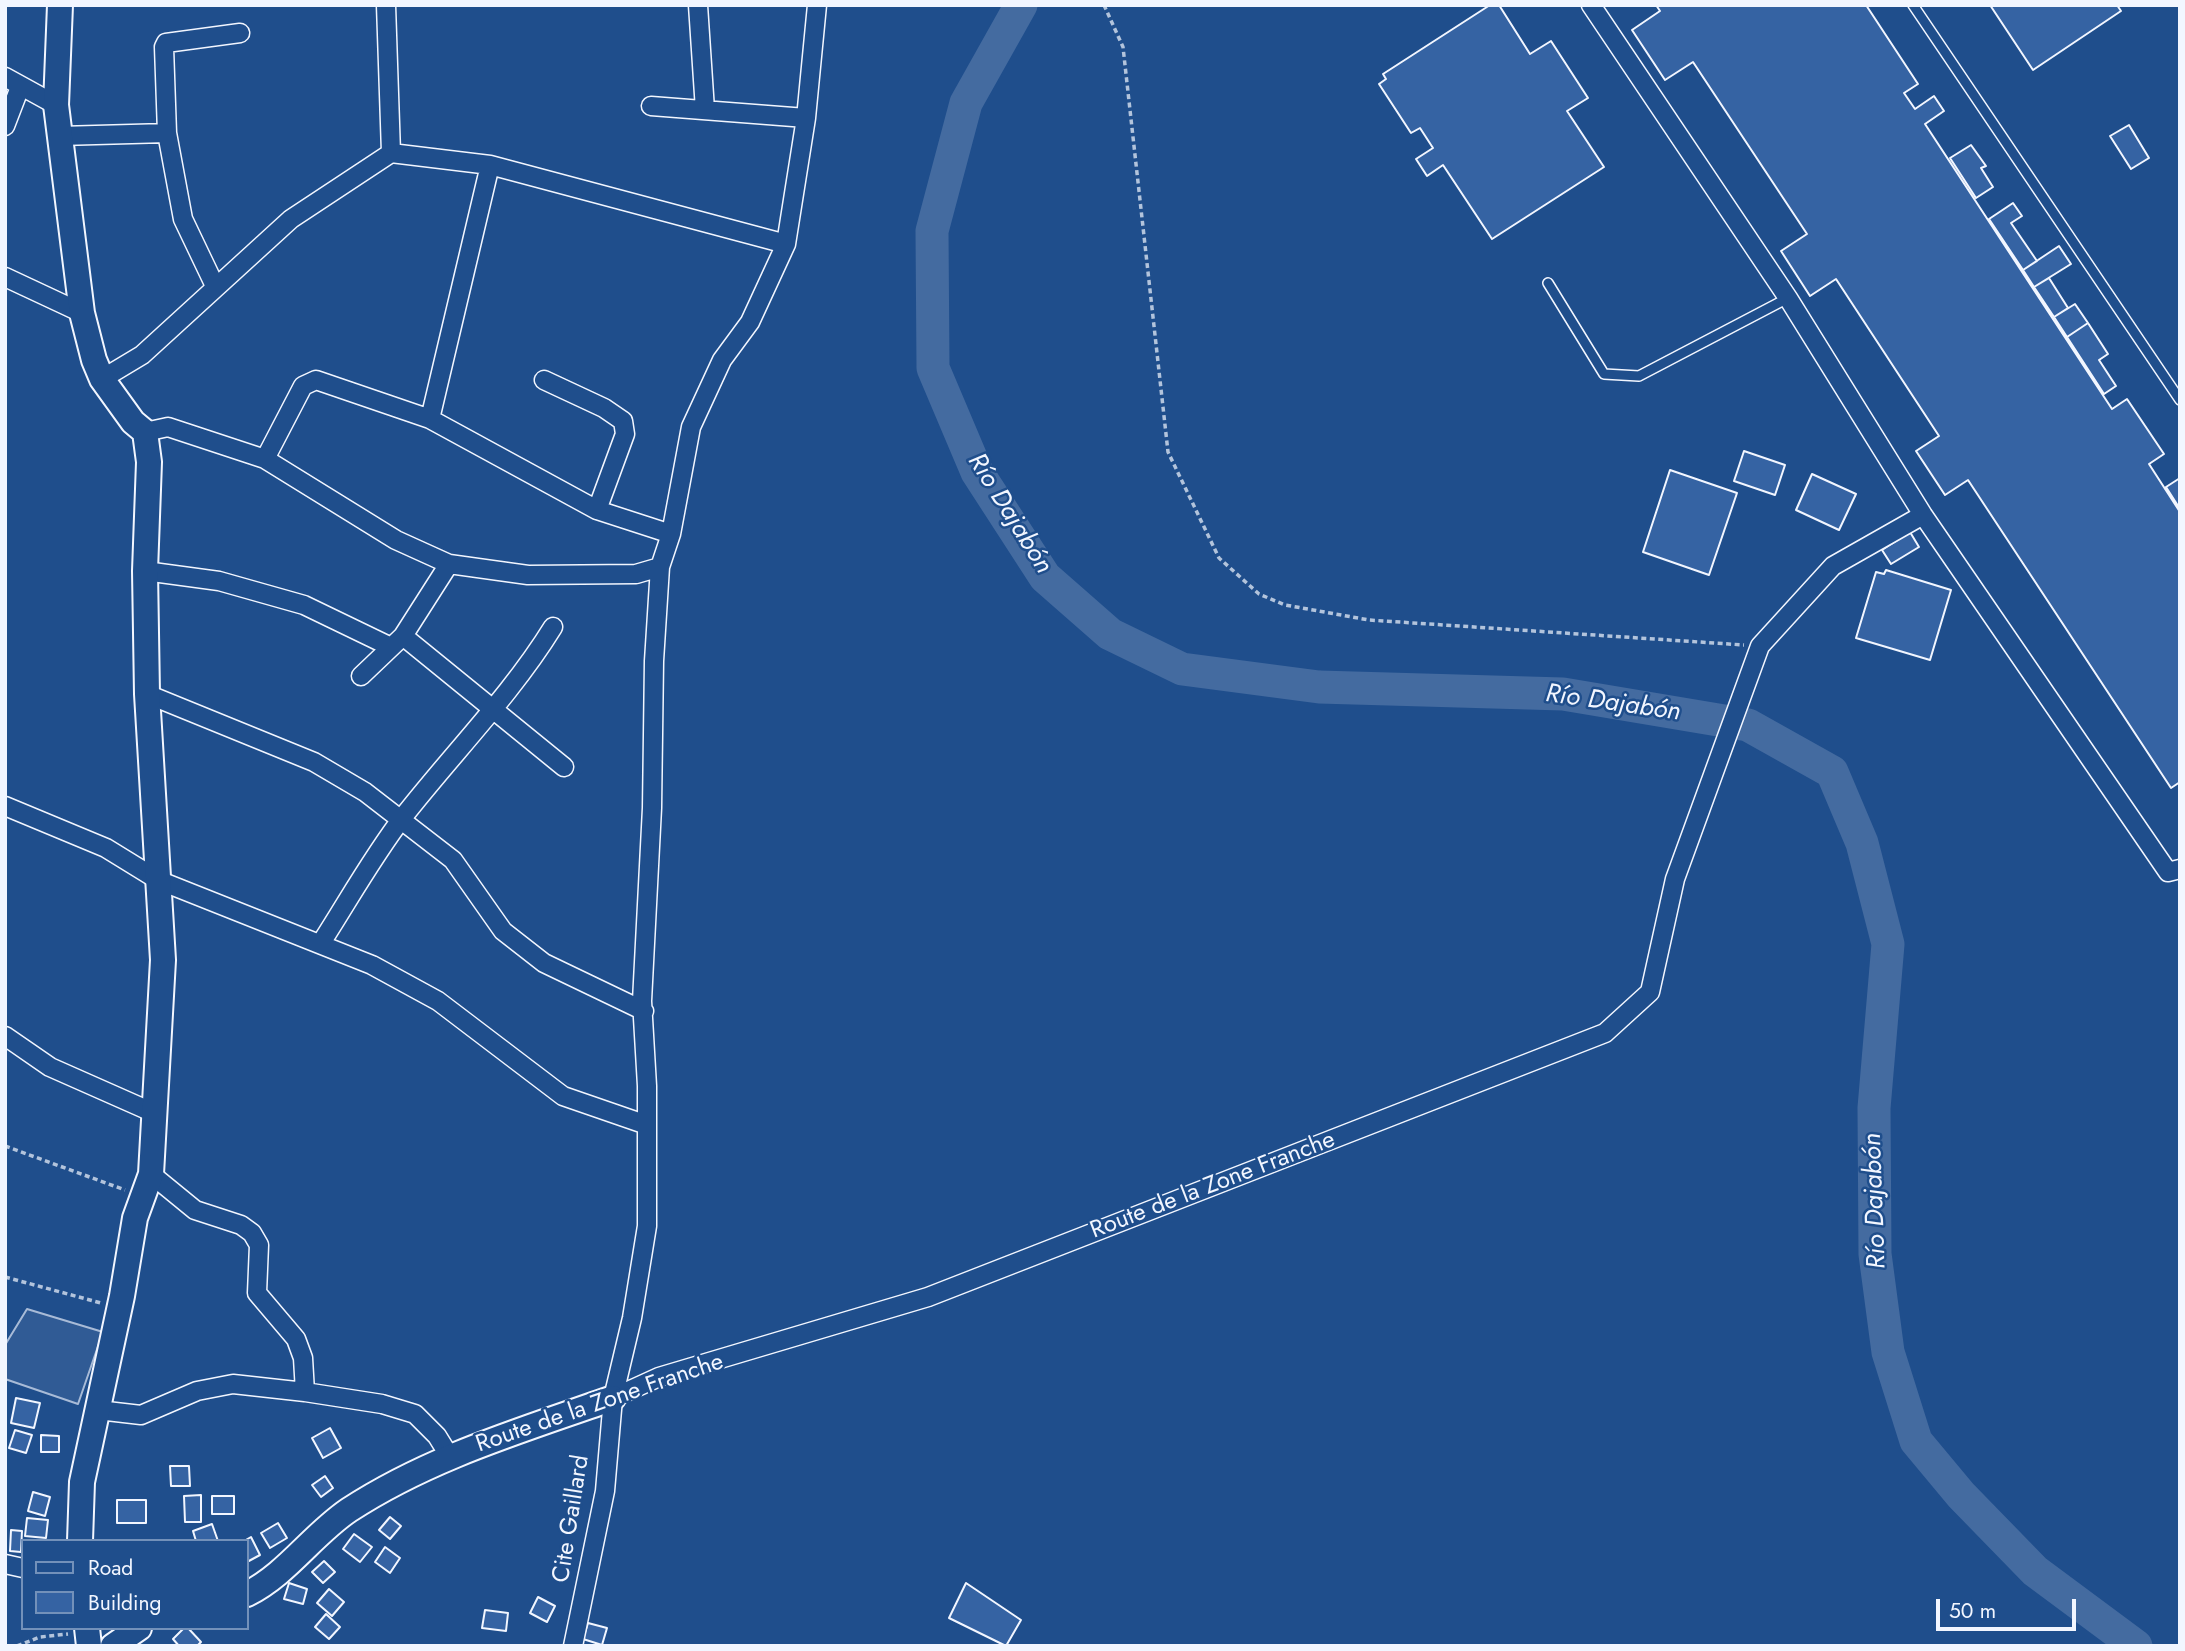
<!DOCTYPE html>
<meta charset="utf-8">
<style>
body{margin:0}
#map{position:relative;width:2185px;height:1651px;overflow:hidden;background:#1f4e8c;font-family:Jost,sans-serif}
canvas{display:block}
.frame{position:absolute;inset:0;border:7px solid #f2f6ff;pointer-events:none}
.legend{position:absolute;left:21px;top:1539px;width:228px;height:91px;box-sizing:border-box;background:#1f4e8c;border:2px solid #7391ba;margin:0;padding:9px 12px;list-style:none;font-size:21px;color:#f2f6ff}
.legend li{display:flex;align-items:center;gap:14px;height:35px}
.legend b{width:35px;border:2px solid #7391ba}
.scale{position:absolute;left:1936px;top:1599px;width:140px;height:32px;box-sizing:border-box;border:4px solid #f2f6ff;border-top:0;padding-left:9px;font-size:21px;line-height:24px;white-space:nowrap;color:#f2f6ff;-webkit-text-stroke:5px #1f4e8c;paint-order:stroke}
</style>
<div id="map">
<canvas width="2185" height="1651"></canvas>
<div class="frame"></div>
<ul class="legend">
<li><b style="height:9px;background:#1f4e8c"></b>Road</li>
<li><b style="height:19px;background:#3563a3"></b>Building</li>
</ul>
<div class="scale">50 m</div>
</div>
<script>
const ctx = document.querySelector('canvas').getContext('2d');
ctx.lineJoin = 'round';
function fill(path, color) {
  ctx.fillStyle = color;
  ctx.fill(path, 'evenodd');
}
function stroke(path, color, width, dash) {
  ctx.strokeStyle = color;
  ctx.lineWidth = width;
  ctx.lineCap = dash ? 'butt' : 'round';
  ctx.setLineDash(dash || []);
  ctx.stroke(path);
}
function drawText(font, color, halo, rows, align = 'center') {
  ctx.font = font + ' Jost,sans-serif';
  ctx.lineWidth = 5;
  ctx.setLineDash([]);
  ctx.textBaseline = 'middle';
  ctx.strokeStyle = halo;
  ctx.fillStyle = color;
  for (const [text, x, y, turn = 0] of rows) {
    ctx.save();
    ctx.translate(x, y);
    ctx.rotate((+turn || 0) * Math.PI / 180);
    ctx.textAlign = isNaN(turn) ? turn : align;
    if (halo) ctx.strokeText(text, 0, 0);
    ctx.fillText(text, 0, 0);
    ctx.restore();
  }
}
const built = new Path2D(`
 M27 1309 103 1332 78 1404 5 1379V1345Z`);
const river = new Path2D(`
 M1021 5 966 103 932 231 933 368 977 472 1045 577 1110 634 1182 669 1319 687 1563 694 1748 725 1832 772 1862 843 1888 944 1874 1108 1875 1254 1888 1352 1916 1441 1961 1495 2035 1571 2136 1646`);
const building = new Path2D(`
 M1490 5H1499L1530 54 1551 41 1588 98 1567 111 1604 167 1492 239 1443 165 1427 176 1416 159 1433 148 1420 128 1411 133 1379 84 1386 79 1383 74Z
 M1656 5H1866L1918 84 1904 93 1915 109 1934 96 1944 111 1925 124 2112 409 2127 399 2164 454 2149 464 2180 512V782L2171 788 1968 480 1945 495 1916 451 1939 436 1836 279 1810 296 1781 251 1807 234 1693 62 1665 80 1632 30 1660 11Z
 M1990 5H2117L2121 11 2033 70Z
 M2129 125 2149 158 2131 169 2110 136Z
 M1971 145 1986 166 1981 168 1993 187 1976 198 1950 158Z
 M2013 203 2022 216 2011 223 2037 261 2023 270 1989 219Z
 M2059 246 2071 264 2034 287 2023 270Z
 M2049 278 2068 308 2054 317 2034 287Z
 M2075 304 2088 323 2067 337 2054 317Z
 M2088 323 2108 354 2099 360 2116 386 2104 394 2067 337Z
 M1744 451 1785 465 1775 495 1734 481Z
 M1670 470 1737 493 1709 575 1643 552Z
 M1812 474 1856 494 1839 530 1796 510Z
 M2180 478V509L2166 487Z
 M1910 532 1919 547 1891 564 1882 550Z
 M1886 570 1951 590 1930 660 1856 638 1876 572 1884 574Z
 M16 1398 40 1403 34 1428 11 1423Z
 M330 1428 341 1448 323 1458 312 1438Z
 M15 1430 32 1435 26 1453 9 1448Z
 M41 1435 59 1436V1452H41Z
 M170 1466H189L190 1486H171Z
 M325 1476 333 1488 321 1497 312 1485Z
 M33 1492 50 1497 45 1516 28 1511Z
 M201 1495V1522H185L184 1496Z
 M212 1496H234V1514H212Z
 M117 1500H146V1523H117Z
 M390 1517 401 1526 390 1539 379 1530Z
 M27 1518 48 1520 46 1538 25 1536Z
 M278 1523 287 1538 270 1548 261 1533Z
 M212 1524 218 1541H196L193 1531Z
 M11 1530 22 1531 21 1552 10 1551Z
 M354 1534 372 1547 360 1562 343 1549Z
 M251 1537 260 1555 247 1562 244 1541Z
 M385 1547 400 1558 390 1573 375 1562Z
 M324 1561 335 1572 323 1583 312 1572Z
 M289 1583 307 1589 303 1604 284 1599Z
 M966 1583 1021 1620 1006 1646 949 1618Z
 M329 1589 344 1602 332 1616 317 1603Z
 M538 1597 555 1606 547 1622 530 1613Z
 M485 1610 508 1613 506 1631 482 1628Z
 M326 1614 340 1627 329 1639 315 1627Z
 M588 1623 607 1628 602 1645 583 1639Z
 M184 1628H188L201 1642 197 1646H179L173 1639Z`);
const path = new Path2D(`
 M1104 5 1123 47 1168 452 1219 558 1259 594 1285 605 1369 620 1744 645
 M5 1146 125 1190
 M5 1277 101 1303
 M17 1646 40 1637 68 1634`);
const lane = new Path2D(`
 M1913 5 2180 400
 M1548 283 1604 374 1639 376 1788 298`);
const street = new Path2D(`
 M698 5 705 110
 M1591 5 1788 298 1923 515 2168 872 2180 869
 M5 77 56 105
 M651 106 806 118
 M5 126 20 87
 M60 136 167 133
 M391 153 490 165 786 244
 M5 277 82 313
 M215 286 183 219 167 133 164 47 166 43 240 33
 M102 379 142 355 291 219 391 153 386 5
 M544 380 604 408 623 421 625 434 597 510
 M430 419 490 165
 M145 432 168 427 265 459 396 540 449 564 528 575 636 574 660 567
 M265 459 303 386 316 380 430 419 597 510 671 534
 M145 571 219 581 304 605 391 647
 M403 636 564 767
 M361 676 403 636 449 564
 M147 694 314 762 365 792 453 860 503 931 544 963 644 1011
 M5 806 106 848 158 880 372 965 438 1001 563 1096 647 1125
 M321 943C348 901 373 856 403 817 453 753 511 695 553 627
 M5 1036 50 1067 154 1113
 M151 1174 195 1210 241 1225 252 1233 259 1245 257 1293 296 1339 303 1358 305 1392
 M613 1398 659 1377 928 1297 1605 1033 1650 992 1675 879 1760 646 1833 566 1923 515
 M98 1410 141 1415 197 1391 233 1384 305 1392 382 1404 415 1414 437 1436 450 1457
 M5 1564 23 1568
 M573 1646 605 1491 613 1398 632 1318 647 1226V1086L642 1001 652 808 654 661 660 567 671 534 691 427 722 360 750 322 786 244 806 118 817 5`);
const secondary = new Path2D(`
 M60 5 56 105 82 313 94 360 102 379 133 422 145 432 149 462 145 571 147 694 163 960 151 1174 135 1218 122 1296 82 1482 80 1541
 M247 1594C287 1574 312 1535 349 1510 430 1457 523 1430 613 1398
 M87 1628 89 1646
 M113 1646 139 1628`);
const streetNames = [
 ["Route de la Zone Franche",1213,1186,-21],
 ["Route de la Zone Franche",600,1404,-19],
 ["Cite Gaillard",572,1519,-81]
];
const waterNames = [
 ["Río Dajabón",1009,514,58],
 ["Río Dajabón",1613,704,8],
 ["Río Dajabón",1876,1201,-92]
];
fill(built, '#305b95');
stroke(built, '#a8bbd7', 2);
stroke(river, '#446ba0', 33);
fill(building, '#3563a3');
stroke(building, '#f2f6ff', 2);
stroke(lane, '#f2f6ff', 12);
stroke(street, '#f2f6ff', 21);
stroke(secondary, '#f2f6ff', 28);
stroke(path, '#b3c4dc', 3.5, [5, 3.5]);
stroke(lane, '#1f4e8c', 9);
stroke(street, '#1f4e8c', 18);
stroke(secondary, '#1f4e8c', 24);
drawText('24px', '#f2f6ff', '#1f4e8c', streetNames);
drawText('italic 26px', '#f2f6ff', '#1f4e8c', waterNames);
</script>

------------------------------------------------------------------------

** Your goal **
Copy out each line carrying the string "setLineDash" from the data.

** Written reply **
  ctx.setLineDash(dash || []);
  ctx.setLineDash([]);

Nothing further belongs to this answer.